1.19 bouwperceelgrens

een grens van een bouwperceel.

1.20 bouwvlak

een geometrisch bepaald vlak, waarmee gronden zijn aangeduid, waar ingevolge de regels bepaalde gebouwen en bouwwerken, geen gebouwen zijnde, zijn toegelaten.

1.21 bouwwerk

elke constructie van enige omvang van hout, steen, metaal of ander materiaal, die hetzij direct of indirect met de grond is verbonden, hetzij direct of indirect steun vindt in of op de grond.

1.22 bouwwerk, geen gebouw zijnde

een bouwwerk als bedoeld in lid 1.21, niet zijnde een gebouw.

1.23 consumentenvuurwerk

vuurwerk dat is bestemd voor particulier gebruik.

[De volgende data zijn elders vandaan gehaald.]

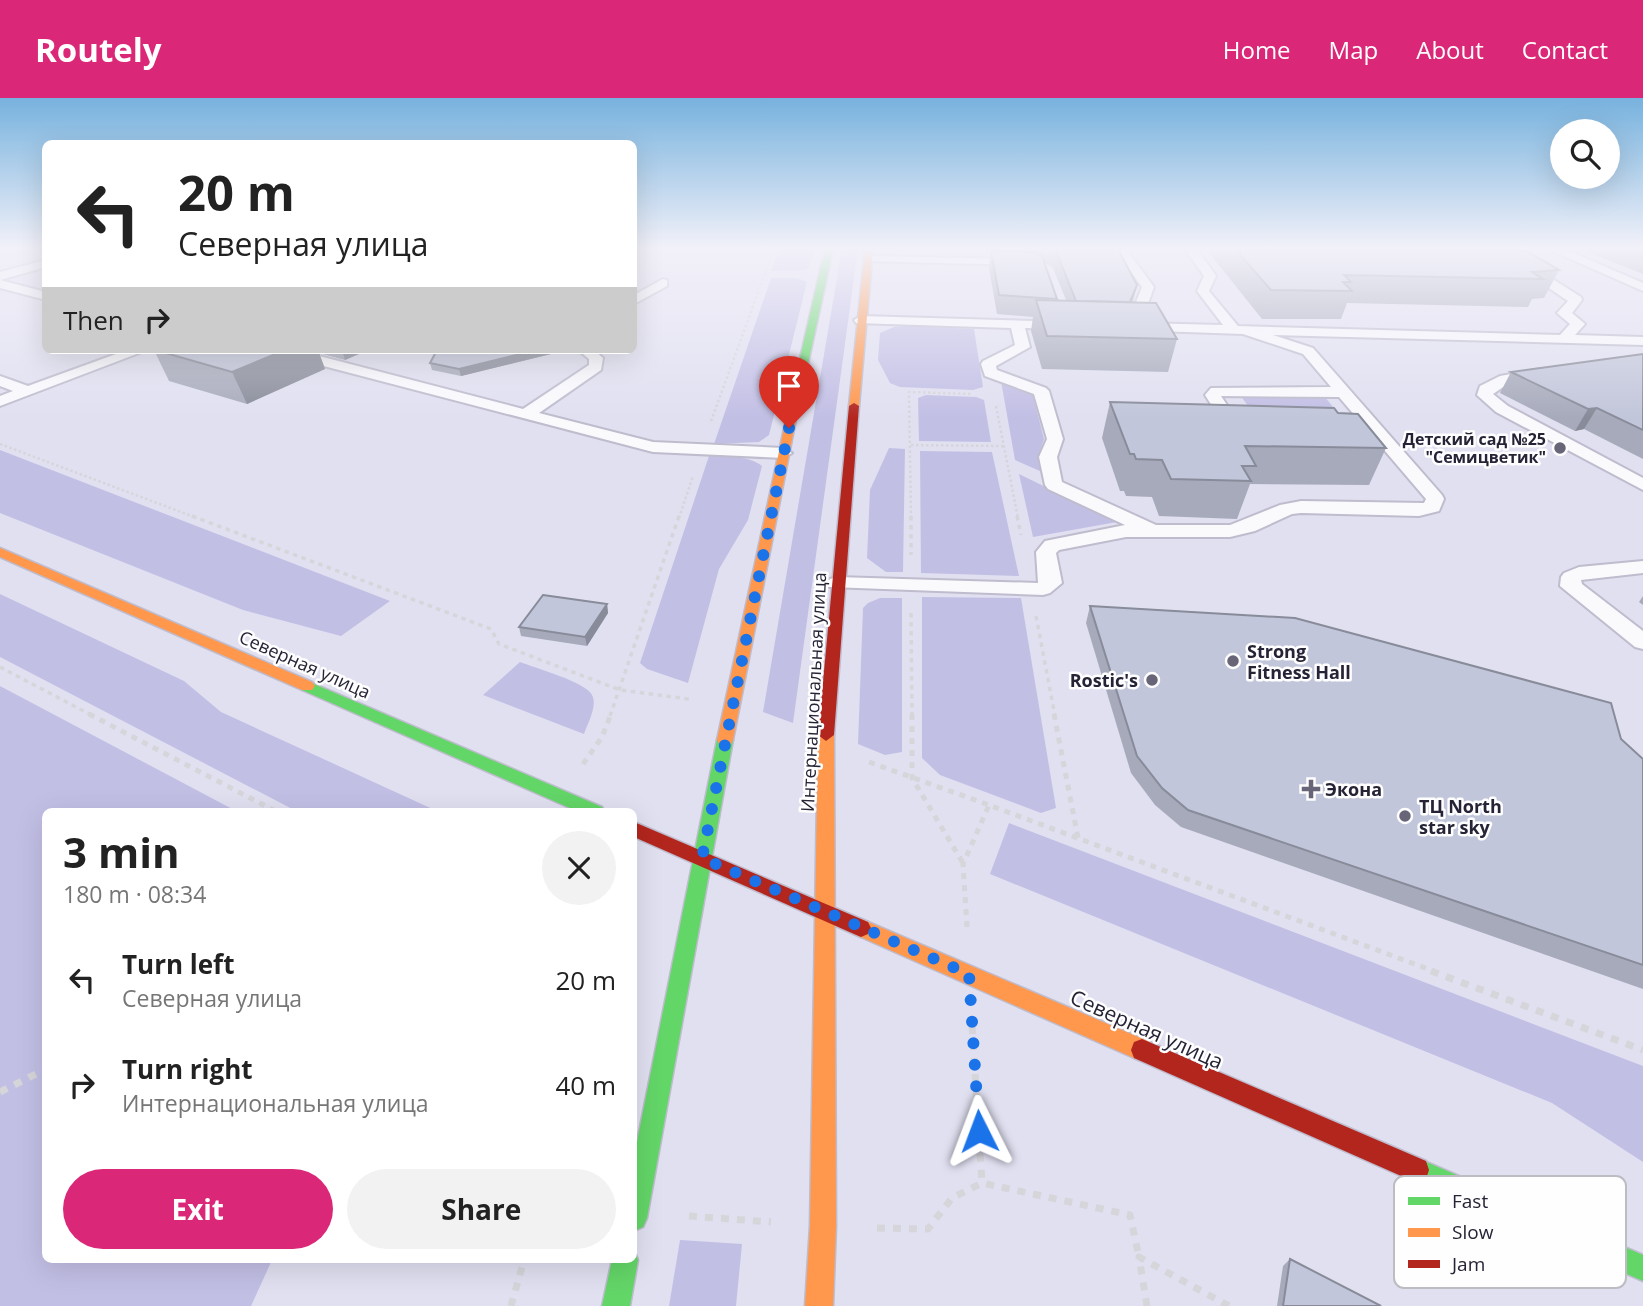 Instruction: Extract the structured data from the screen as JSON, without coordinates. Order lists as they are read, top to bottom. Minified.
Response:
{"streets":{"main road":["Северная улица","Интернациональная улица"]},"crossings":[["Северная улица","Интернациональная улица"]],"places":{"other":["Детский сад №25 \"Семицветик\"","Strong Fitness Hall","Rostic's","ТЦ North star sky"],"health":["Экона"]},"legend":["Fast","Slow","Jam"],"page":{"header":"Routely","nav":["Home","Map","About","Contact"],"turn":["20 m","Северная улица"],"then":"Then","heading":["3 min","180 m · 08:34"],"list":[{"name":"Turn left","note":"Северная улица","value":"20 m"},{"name":"Turn right","note":"Интернациональная улица","value":"40 m"}],"buttons":["Exit","Share"]}} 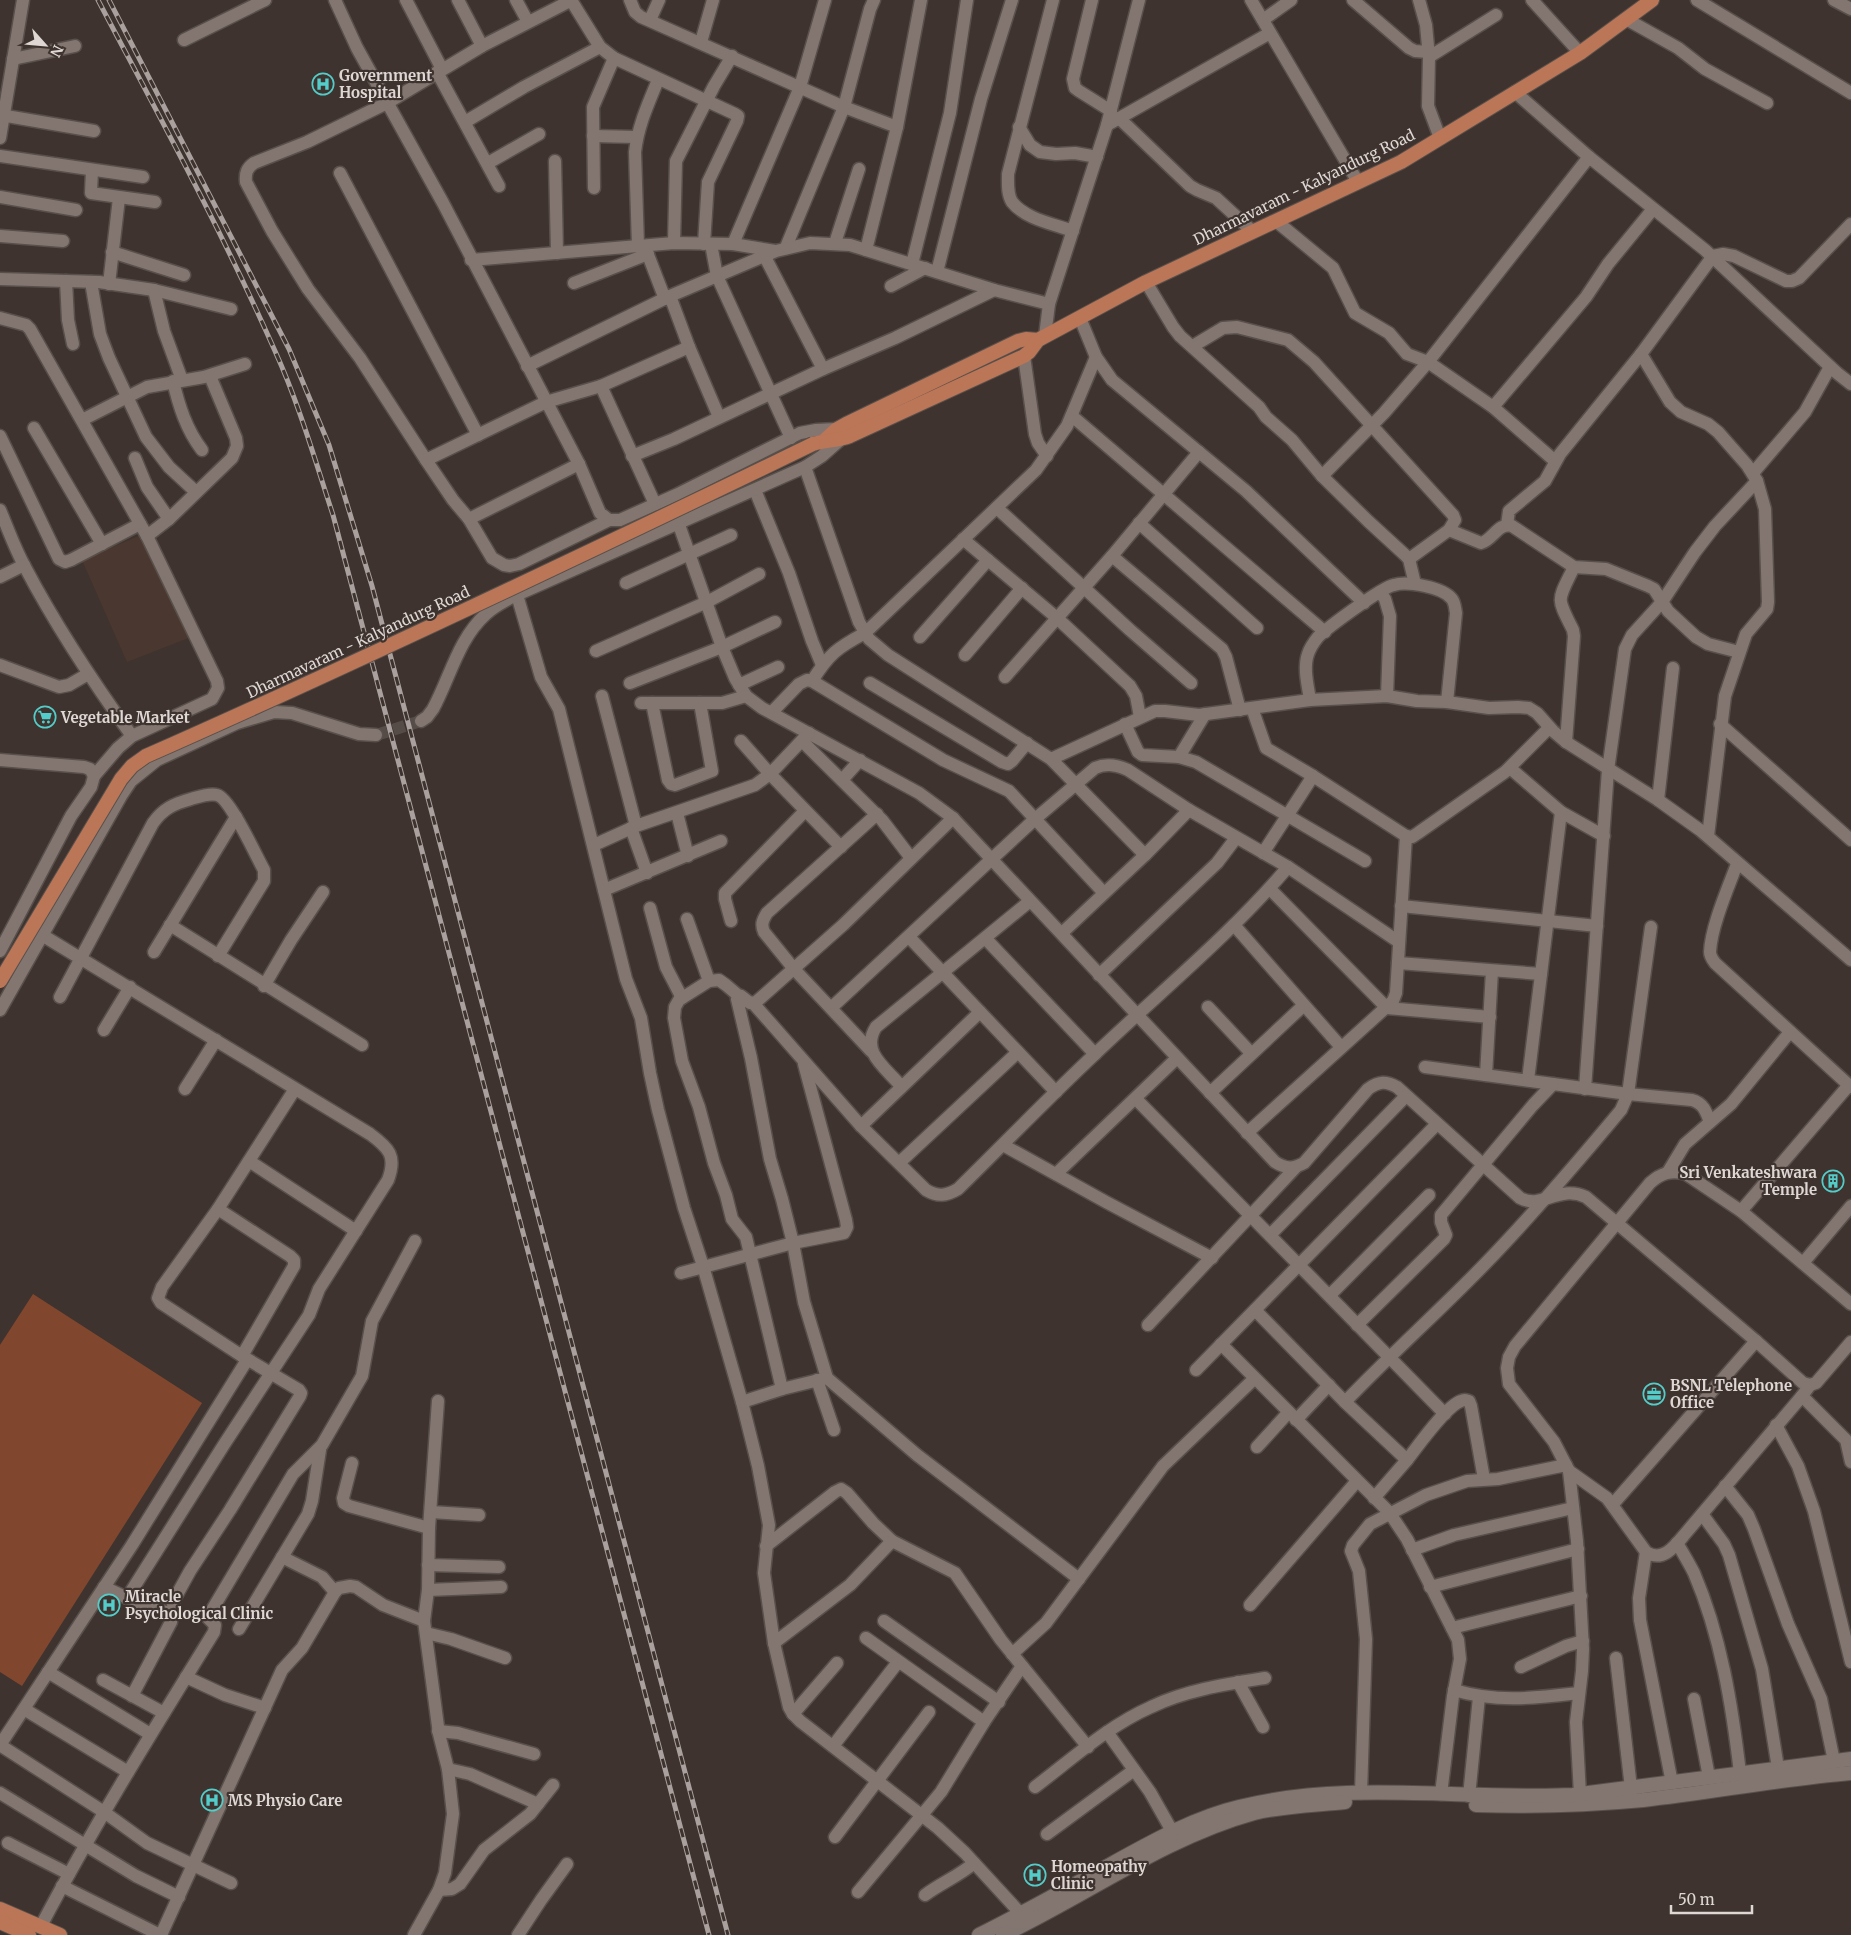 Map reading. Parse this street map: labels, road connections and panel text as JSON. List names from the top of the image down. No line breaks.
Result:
{"streets":{"main road":["Dharmavaram - Kalyandurg Road"]},"places":{"hospital":["Government Hospital","Miracle Psychological Clinic","MS Physio Care","Homeopathy Clinic"],"supermarket":["Vegetable Market"],"building":["Sri Venkateshwara Temple"],"office":["BSNL Telephone Office"]},"scale_bar":"50 m","north":"bottom right"} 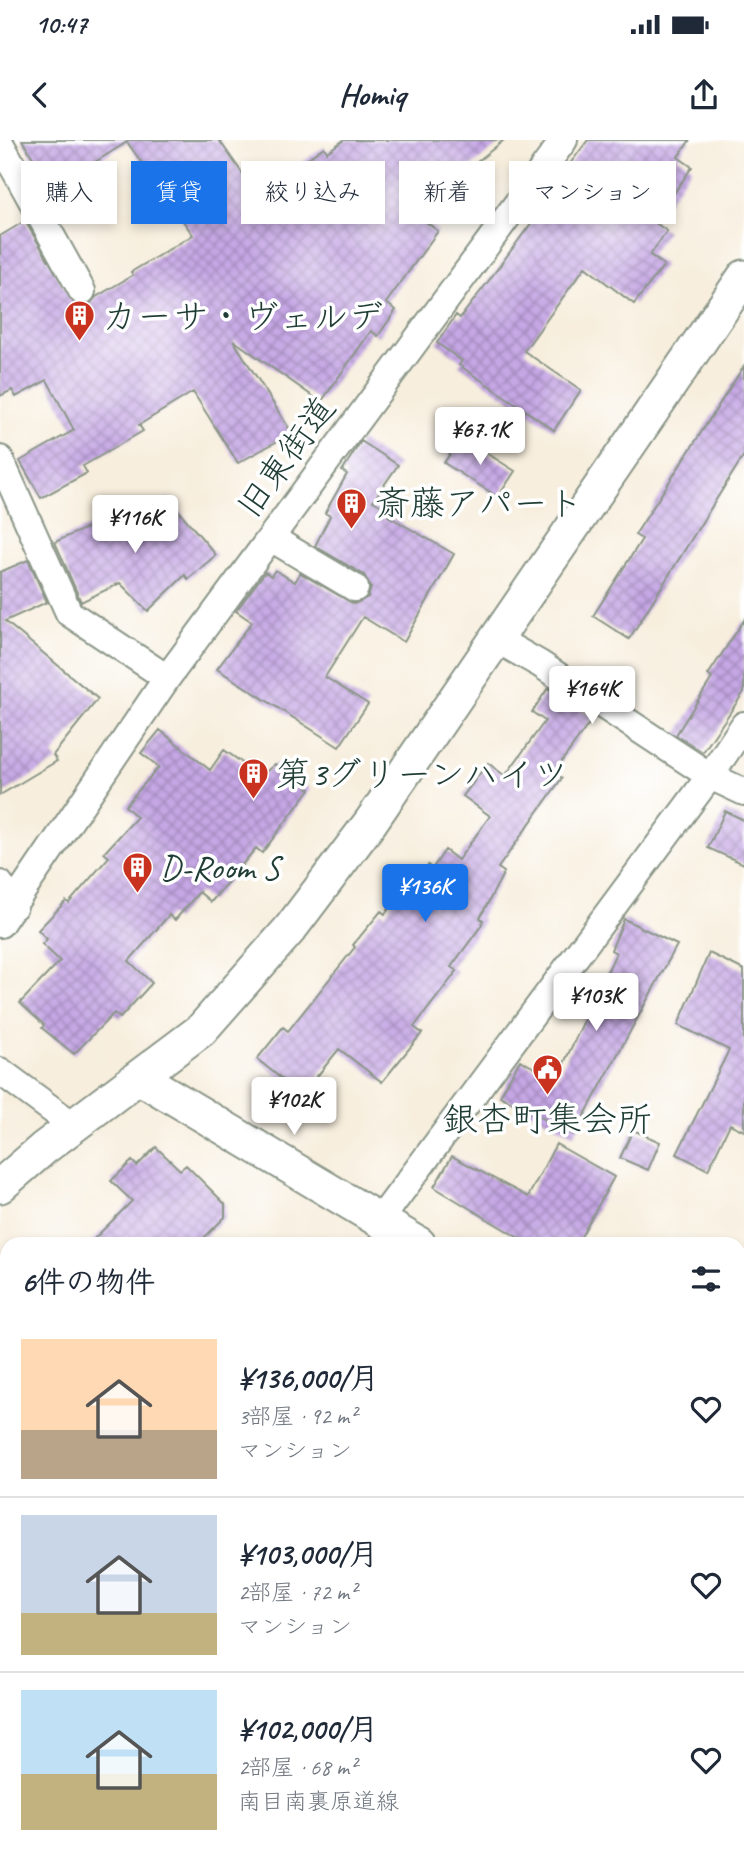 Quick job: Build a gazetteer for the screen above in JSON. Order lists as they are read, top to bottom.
{
  "streets": {
    "street": ["旧東街道"]
  },
  "places": {
    "building": [
      "カーサ・ヴェルデ",
      "斎藤アパート",
      "第3グリーンハイツ",
      "D-Room S"
    ],
    "public building": ["銀杏町集会所"]
  },
  "page": {
    "status": "10:47",
    "header": "Homiq",
    "chip": [
      "購入",
      "賃貸",
      "絞り込み",
      "新着",
      "マンション"
    ],
    "price": [
      "¥67.1K",
      "¥116K",
      "¥164K",
      "¥136K",
      "¥103K",
      "¥102K"
    ],
    "heading": "6件の物件",
    "list": [
      {
        "name": "¥136,000/月",
        "note": "3部屋 · 92 m² · マンション"
      },
      {
        "name": "¥103,000/月",
        "note": "2部屋 · 72 m² · マンション"
      },
      {
        "name": "¥102,000/月",
        "note": "2部屋 · 68 m² · 南目南裏原道線"
      }
    ]
  }
} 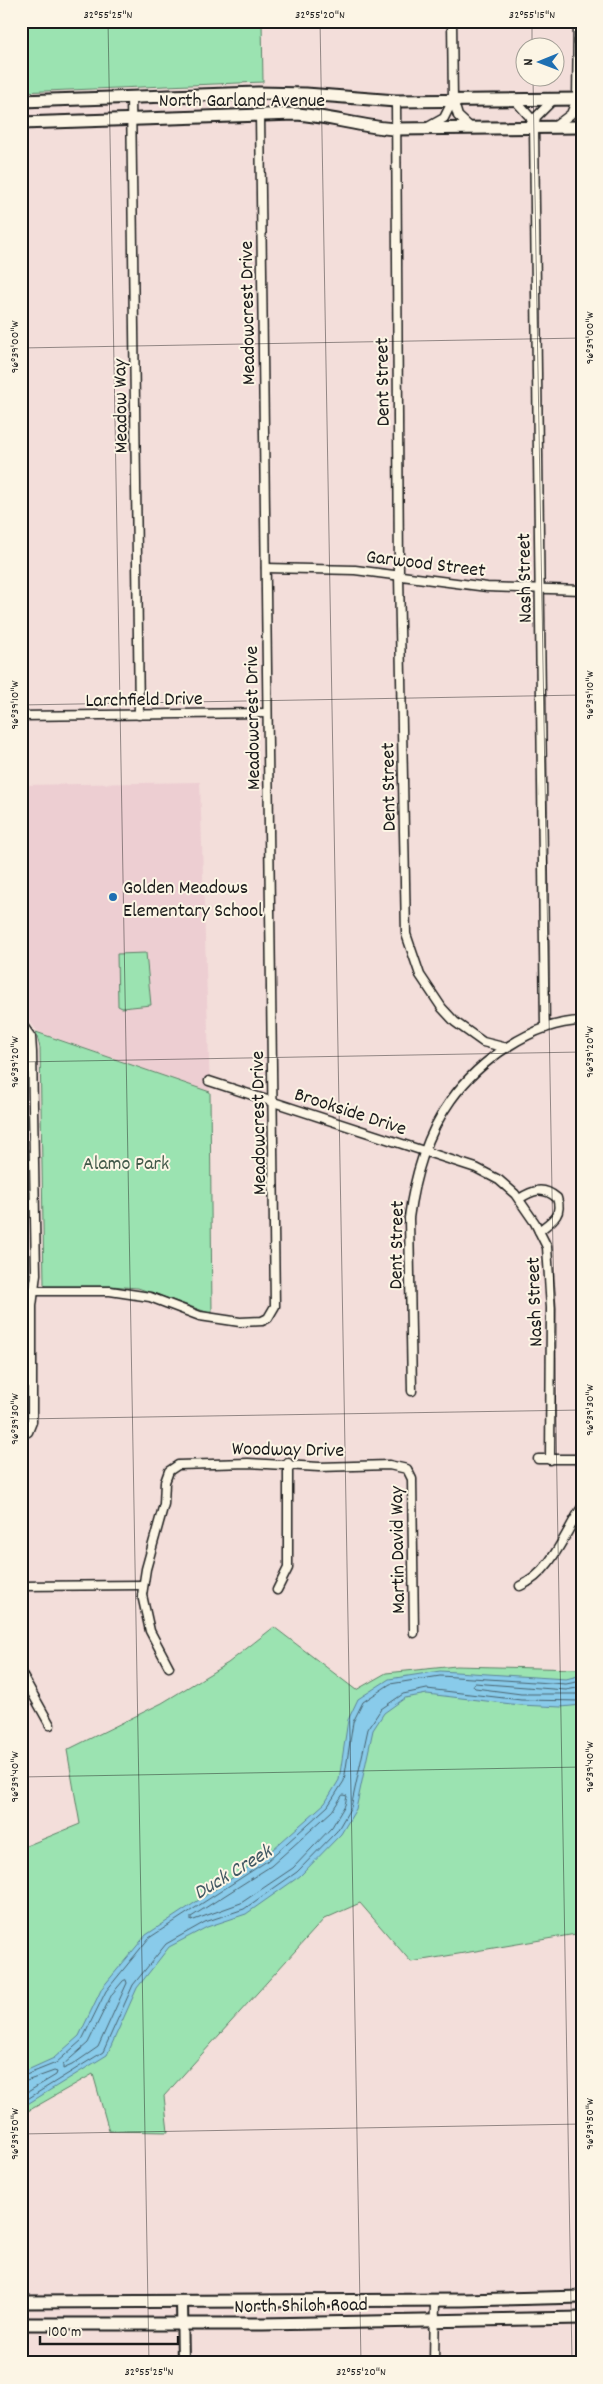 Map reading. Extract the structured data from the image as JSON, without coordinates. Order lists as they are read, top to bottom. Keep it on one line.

1.24 cultuurhistorische waarde

de aan een bouwwerk of gebied toegekende waarde in verband met ouderdom en/of historische gaafheid.

1.25 dak

een uitwendige scheidingsconstructie als bovenafsluiting van een bouwwerk.

1.26 detailhandel

het bedrijfsmatig te koop aanbieden (waaronder de uitstalling ten verkoop), verkopen, verhuren en leveren van goederen aan personen die die goederen kopen of huren voor gebruik, verbruik of aanwending anders dan in de uitoefening van een beroep of bedrijf.

1.27 evenement

een gebeurtenis, gericht op een groot publiek, met betrekking tot kunst, sport, ontspanning en cultuur.

1.28 gebouw

elk bouwwerk, dat een voor mensen toegankelijke, overdekte, geheel of gedeeltelijk met wanden omsloten ruimte vormt.

1.29 geurgevoelige bestemmingen

woon- en leefgebieden (woonwijk, lintbebouwing, concentratie woonboten, woonwagencentra, ziekenhuizen, zorg/verpleegtehuizen, asielzoekerscentra, scholen, dagverblijven, dag en verblijfsrecreatie, winkelcentra). De tuinen van zorg/verpleeghuizen en schoolpleinen behoren ook tot de gevoelige bestemmingen.

1.30 hoofdgebouw

een gebouw of een gedeelte daarvan, dat op een bouwperceel door zijn constructie, afmetingen of functie als het belangrijkste bouwwerk valt aan te merken.

1.31 kaasverwerking

de bewerking en verwerking van kaas, alsmede de opslag van grondstoffen en gereed product, met uitzondering van de productie van kaas.

1.32 kantoor

voorziening gericht op het verlenen van diensten op administratief, financieel, architectonisch, juridisch of een daarmee naar aard gelijk te stellen gebied, waarbij het publiek niet of slechts in ondergeschikte mate rechtstreeks te woord wordt gestaan en geholpen.

1.33 KNA

Kwaliteitsnorm voor de Nederlandse Archeologie (zie www.sikb.nl).

1.34 kwetsbare objecten

objecten zoals bedoeld in artikel 1 lid l van het Besluit externe veiligheid inrichtingen.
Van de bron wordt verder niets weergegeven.